On Selection Sunday, Missouri women's basketball's hopes of dancing in the NCAA Tournament were shattered. The Tigers will not be on the floor for a third consecutive season, while it was touted by ESPN as one of the final four teams to be finalized in the coming weeks.
While coach Robin Pington and her team will likely focus on playing in the women's national invitational tournament, other teams in the Southeast Conference are preparing their own dancing shoes. Eight of the 68 teams are coming from the SEC, with South Carolina being the top seed in the Greensboro area.
Despite falling in Kentucky at the SEC Tournament Championship on March 6, Gamecock still holds one of the four number one spots. They will face either Howard or UIW. Also number 6 seed for Greensboro is Georgia, led by guard-forward duo Ky Morrison and Jenna Staty. Georgia will also play the winner of the play-in game between Dayton and DePaul.
Tennessee and Ole Miss are seeded fourth and seventh, respectively, in the Wichita area. Volunteers will face 13 seeds and winners of the Mid-America Conference in Buffalo. Forward Shakira Austin and her rebel squad will take on Summit League champion and 10th seed South Dakota.

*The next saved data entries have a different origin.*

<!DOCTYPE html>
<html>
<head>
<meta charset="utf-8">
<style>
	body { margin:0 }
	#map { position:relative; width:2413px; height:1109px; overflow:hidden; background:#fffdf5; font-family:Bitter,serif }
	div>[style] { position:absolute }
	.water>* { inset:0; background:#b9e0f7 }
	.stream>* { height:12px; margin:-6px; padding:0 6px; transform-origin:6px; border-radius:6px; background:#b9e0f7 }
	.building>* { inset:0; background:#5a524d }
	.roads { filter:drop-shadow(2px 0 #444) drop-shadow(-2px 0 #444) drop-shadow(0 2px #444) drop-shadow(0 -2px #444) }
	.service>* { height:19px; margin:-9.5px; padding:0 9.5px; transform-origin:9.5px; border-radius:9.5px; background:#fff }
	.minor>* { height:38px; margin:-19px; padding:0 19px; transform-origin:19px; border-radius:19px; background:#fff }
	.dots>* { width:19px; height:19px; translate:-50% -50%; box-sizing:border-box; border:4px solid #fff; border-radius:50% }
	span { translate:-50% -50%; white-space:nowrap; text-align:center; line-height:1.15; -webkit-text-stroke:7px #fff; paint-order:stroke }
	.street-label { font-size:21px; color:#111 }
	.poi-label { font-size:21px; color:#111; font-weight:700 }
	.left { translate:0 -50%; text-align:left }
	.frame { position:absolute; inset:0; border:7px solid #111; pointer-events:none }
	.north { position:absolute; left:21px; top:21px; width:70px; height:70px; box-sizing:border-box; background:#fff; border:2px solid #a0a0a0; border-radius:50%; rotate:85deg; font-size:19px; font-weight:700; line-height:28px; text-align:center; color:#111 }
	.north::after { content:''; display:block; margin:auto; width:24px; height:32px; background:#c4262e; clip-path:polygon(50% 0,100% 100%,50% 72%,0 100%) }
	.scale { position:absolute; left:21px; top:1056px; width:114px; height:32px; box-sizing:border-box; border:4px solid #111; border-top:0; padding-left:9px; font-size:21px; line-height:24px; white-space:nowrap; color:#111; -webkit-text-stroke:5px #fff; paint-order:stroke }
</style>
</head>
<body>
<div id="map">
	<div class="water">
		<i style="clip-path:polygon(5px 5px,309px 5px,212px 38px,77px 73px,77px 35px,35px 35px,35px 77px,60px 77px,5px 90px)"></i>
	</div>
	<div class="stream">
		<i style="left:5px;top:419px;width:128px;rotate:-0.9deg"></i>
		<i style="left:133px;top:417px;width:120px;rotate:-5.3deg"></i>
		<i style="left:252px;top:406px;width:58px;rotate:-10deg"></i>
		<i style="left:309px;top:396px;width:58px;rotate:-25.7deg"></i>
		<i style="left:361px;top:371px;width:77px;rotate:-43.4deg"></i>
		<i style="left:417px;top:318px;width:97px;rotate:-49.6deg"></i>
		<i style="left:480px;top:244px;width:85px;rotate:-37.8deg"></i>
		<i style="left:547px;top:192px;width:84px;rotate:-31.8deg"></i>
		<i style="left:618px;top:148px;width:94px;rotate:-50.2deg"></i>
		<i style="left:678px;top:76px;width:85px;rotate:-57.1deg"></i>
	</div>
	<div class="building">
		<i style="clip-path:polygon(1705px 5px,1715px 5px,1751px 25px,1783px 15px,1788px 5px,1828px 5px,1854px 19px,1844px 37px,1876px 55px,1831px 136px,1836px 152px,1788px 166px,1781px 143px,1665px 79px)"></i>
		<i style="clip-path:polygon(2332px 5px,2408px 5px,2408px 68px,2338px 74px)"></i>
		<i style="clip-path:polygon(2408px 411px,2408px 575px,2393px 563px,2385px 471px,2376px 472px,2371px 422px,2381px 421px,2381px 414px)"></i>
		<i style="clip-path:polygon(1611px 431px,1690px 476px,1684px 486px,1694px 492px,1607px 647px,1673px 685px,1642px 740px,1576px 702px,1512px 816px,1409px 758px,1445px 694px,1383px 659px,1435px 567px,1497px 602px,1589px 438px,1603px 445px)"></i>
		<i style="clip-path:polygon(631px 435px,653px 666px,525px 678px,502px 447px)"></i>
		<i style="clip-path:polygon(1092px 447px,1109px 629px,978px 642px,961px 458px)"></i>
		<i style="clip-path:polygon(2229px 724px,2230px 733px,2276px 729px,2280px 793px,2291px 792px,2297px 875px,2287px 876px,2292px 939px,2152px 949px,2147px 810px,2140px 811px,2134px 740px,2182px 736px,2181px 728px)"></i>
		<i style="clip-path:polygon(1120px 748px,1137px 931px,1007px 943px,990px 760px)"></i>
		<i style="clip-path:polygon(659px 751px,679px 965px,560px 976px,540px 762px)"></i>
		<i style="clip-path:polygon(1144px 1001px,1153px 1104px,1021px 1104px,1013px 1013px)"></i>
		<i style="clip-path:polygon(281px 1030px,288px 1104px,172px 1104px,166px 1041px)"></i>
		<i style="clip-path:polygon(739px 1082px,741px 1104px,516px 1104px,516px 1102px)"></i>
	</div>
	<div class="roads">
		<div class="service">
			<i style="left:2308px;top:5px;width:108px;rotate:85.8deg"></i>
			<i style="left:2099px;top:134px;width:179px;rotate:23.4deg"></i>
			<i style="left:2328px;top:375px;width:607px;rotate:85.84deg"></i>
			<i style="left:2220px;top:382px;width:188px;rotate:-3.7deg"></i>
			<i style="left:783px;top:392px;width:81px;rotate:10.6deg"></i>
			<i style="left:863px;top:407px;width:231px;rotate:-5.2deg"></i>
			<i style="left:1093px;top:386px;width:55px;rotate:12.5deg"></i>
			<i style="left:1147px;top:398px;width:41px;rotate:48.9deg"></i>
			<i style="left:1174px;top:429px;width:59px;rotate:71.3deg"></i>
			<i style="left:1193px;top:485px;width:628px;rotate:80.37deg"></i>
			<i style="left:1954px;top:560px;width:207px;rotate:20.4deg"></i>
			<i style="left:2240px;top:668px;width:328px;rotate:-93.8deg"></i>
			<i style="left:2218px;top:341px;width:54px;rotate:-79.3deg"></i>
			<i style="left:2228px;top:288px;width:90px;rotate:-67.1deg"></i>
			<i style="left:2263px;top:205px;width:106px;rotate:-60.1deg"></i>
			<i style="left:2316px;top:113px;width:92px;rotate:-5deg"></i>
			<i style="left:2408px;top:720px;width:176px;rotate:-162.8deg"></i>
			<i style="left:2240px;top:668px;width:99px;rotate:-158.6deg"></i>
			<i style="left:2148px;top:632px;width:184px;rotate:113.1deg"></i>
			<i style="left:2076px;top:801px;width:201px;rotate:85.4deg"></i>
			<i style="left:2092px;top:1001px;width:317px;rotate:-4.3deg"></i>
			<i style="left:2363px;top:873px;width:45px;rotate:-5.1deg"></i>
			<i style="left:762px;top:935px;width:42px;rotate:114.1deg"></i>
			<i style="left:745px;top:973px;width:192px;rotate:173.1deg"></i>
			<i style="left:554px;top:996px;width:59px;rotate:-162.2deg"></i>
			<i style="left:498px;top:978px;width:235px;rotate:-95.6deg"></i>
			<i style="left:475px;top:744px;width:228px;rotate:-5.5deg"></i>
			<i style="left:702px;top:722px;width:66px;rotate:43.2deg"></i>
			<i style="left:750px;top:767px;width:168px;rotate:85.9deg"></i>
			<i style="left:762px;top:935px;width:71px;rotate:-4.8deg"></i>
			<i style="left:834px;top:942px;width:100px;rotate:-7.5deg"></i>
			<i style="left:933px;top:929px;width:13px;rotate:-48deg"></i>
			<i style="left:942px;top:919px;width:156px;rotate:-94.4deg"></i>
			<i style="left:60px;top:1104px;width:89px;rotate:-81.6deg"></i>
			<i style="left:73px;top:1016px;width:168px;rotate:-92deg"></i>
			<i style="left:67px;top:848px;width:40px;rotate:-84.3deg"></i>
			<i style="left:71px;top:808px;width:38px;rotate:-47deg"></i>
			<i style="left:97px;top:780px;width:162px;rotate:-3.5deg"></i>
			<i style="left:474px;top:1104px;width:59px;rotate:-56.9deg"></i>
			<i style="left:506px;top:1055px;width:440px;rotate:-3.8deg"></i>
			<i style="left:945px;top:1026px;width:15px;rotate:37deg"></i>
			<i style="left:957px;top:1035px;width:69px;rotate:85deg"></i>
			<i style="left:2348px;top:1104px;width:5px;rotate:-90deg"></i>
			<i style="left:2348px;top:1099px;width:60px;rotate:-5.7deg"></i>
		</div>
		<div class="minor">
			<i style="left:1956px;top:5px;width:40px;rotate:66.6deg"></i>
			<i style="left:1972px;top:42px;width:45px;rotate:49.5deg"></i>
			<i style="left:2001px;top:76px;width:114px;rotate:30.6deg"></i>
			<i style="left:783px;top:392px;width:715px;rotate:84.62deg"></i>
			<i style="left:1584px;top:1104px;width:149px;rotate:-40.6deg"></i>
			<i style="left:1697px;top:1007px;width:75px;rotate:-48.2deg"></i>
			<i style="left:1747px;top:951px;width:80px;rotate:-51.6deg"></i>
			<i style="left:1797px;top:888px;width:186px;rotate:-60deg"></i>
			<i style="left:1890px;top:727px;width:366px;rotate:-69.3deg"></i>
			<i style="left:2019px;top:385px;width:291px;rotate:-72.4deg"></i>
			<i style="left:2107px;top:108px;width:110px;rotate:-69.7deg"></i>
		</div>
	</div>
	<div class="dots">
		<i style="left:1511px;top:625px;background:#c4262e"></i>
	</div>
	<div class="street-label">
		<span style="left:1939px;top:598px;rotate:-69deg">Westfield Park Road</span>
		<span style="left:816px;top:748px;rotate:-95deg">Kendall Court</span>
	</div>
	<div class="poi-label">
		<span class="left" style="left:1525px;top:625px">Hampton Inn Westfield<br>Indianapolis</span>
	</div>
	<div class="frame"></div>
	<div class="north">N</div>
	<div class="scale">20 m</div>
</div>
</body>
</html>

Although it didn't have a stellar season all around, Kentucky ended up in the strongest possible way, receiving an automatic bid that won the SEC tournament. The sixth-seeded Wildcats will play 11-seeded Princeton in Bridgeport, Connecticut. Florida will join the 10 seeding in that region, a surprisingly low seeding for a team that was once the number 15 in the country. After losing to Missouri at the end of the regular season and losing by 10 points to Ole Miss in the quarterfinals of the tournament, the Gators' seeding collapsed. They will play UCF.
Moving north, three-seed LSU and 10-seed Arkansas are the last two teams in the SEC to form the tournament. LSU, similar to Tennessee and Georgia, were a no-brainer going on Sunday. It will clash with Jackson State.
The Razorbacks' defeat eventually put the nail in the Tigers' coffin for a place in the tournament. It was in the air if nine teams from the conference would have made it, and things got more grounded after Missouri lost in overtime to Arkansas 61-52 in the second round. Even though the Tigers were still pitched as a bubble team, they were cut short by their return to March Madness.